Se quest’estate vi capiterà di sentire del super jazz a un barbecue hipster – tra una birra Ipa artigianale e un gin tonic al rosmarino – sappiate che la colpa è di Shabaka Hutchings. Il ragazzo d’oro della nuova scena inglese, insieme al collega americano di groove Kamasi Washington, ha allargato i confini della nicchia jazzistica fino alle nostre playlist di Spotify grazie a una creatività nostalgicamente free. E un consapevolezza (politica in primis) fuori dal comune, che lo ha portato a dividere la sua arte in tre progetti e tre band diverse: il trio electro-jazz di Comet is Coming, l’afro funk dei Sons of Kemet e – un gradino sopra tutti – lo spiritual jazz psichedelico di Shabaka and The Ancestors.
Abbiamo dovuto aspettare questa nuova era nel jazz, che tu rappresenti, per tornare ad associare l’impegno politico all’arte di fare dischi.
Dev’essere per il fatto che ci consideriamo più artisti che semplici musicisti, e la politica fa parte del nostro mondo. Non ci interessa solo fare dischi, vogliamo creare e avere un spirito critico su tutto quello che ci circonda, non solo sul mio sax.
Che opinione hai su questo rinascimento? Ti senti parte di una scena o addirittura di una comunità?
In questo momento in Inghilterra il jazz è diventato cool, ti può capitare di entrare in un locale e vedere un gruppo di ventenni che improvvisa, una cosa che sarebbe sembrata anacronistica – da golden era anni Sessanta – fino a un paio di anni fa. Ma soprattutto c’è un pubblico di giovani che viene a queste serate e le riempie pagando anche 25 euro. Rispetto a questa reinassance, il mio è stato un processo più lungo: sono arrivato a Londra nel 2004 e sono diventato un musicista professionista nel 2008. In questi ultimi 15 anni il jazz è passato da essere quella cosa da suonare al pub la domenica “come sottofondo”, per non fare troppo casino, fino all’hype di oggi. In mezzo c’è stato un mondo, tipo le improvvisazioni jazz sul breakbeat di dj e producer come i 4hero, te li ricordi?

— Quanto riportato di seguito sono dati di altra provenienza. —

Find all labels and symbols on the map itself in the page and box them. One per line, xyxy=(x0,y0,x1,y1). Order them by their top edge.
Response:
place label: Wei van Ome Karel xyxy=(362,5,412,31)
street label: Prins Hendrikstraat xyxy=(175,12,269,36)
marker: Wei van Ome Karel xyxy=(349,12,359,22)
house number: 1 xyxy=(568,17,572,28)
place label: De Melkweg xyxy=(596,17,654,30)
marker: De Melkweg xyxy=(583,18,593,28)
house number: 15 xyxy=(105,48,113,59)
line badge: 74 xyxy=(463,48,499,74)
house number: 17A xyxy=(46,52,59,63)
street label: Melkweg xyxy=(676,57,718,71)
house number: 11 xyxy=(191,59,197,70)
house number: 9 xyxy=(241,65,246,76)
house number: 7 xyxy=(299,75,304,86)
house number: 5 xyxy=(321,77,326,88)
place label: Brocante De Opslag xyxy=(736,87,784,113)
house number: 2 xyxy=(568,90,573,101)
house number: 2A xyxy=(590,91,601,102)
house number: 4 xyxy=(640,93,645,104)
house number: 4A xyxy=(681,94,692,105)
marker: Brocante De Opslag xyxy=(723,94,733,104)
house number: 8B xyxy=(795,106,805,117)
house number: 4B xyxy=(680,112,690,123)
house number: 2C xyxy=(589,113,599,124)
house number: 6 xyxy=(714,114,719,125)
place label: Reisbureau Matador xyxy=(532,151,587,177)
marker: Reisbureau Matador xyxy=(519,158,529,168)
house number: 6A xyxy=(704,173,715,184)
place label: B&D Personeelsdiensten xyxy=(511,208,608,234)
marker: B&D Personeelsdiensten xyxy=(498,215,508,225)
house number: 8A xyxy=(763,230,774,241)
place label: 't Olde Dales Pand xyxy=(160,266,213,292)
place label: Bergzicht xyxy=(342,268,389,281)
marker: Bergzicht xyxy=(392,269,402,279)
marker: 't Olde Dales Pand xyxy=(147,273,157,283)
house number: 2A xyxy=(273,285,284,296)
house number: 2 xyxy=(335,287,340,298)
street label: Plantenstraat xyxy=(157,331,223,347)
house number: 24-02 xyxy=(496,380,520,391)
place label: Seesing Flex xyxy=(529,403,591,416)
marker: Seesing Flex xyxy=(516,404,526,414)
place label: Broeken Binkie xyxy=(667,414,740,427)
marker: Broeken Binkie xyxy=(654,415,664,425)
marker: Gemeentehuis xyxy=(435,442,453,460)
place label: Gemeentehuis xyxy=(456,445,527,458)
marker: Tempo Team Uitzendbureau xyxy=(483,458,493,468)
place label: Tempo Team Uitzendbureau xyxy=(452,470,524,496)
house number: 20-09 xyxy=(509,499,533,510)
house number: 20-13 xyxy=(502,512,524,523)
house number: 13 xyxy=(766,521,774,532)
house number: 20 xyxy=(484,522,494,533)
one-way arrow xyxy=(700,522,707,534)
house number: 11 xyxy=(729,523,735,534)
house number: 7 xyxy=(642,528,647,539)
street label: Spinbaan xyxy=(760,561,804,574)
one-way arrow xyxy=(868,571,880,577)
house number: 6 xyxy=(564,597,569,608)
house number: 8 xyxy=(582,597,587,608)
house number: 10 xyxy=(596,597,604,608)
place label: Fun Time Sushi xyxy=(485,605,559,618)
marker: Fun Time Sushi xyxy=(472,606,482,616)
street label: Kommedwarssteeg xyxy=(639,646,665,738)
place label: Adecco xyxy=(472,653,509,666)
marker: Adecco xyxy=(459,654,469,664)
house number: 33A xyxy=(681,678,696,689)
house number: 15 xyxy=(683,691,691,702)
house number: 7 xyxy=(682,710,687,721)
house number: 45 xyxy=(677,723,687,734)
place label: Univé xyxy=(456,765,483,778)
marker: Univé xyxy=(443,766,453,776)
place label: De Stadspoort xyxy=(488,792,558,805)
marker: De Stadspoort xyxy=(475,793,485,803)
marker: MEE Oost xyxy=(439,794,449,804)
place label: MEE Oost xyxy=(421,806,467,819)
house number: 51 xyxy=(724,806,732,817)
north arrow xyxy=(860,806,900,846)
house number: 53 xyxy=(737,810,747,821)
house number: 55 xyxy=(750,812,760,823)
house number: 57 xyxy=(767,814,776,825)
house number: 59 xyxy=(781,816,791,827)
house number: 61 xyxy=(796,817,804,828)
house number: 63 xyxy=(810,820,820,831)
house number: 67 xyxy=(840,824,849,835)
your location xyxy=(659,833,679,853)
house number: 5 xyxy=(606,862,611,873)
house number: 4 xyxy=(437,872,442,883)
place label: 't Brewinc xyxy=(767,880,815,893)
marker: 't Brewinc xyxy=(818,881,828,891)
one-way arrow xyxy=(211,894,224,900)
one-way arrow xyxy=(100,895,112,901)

Certo, e questo mi fa venire in mente un’altra scena, quella acid jazz anni ‘90, che girava attorno all’etichetta Talkin’ Loud. Credi ci sia qualcosa in comune tra quel movimento e quello di oggi?
Sicuramente la coolness (ride), ma musicalmente siamo diversissimi: noi an- diamo alle ricerca delle radici del groove, dell’essenzialità. Sono cresciuto ai Caraibi, e lì è il groove che fa la musica e che ti rende felice: parto da questi fondamenti e poi cerco di esplorare lo spazio intorno, sopra e sotto.
Stai portando avanti tre differenti progetti musicali. Quale è il tuo “final project”?
Ora è il momento dei Sons of Kemet, poi i Comet e stiamo già producendo i nuovi pezzi con gli Ancestors. Quanto al mio progetto finale, vorrei tornare ai miei studi classici di clarinetto, portare l’orchestra sinfonica nel mio jazz molto free e ritmico.